La route était un cimetière d’ornières qui se déroulait patiemment en direction du ciel entre éboulis, hêtraies et pinèdes de reboisement. Le vent secouait les arbres comme s’il voulait les arracher en brisant leurs racines. La pluie apportée par le sirocco débordait de la terre trempée. C’était bientôt le soir, et depuis plus de quatre heures, Soneri remontait la vallée tel un berger qui s’en irait passer l’hiver de l’autre côté de la montagne où donne la tiédeur de la mer.
Son téléphone sonna tandis qu’il découvrait le panneau de Monteripa.
– Ton Ducato est en règle, annonça Nanetti. On n’a trouvé que dalle, à part la puanteur.
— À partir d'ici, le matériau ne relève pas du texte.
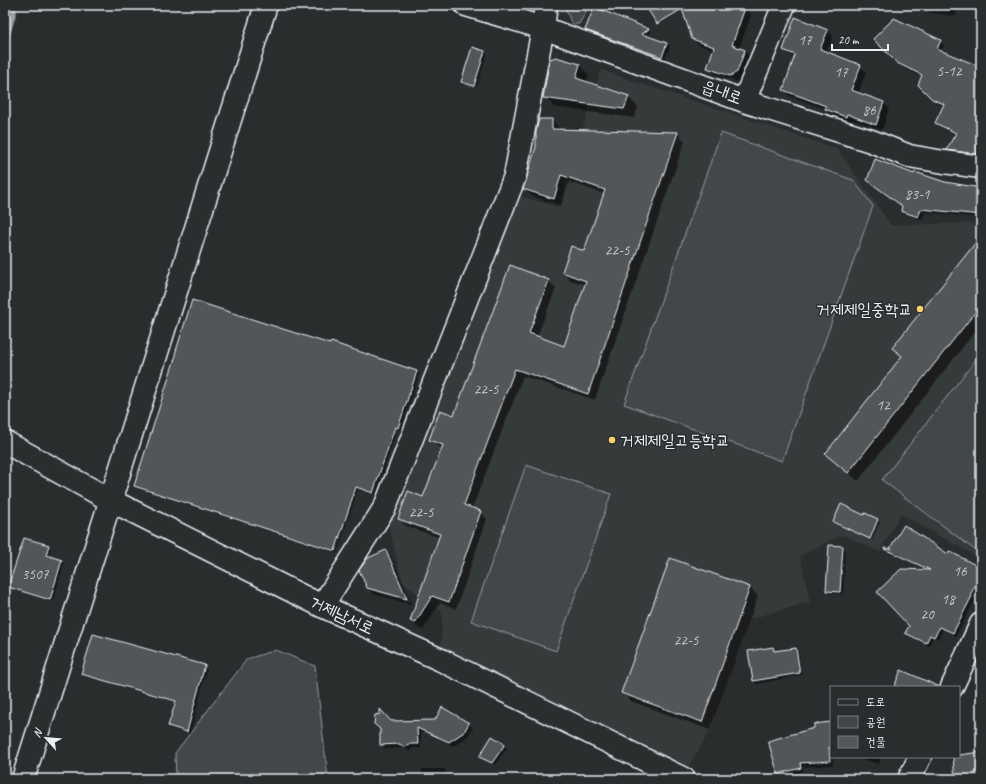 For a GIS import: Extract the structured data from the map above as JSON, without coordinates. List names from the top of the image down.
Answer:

– Si ça pue, ce n’est pas en règle, répliqua Soneri.
– Qu’est-ce que t’as ? C’est l’air de la montagne qui te rend spirituel ? Y a pourtant pas de quoi rire : je n’arrive à aucune conclusion. On ne trouve pas le moindre indice. Quoi qu’il en soit, c’est ton problème.
– Je ne plaisante pas, se froissa le commissaire, si tu dis que ça pue, ça doit bien venir de quelque part, non ? Ça pue quoi ?
– Je ne sais pas. Ce genre de vieille odeur stagnante qu’on sent dans les cars, ou dans les caves. Une crasse lyophilisée, réduite en poussière, absorbée. Impossible à éliminer, comme les rats. Et à l’arrière des sièges, on a trouvé une couche de crasse bien dégueulasse avec des cheveux. Maintenant te dire depuis quand ils y sont… On a prélevé des échantillons, au moins, si on doit faire des comparaisons, on sera sûrs du résultat… précisa Nanetti.
– Rien d’autre ?
– Je te l’ai dit : ils n’ont rien laissé, rien sur quoi s’appuyer.
Soneri raccrocha, indécis et confus. Loin de la Questure, perdu dans ces montagnes, il se sentait déboussolé et ne savait même plus où il voulait en venir. Monteripa donnait l’impression d’un village où les gens restaient faute de mieux. Qui sait pour quelle raison les Breviglieri s’étaient enthousiasmés pour cet endroit.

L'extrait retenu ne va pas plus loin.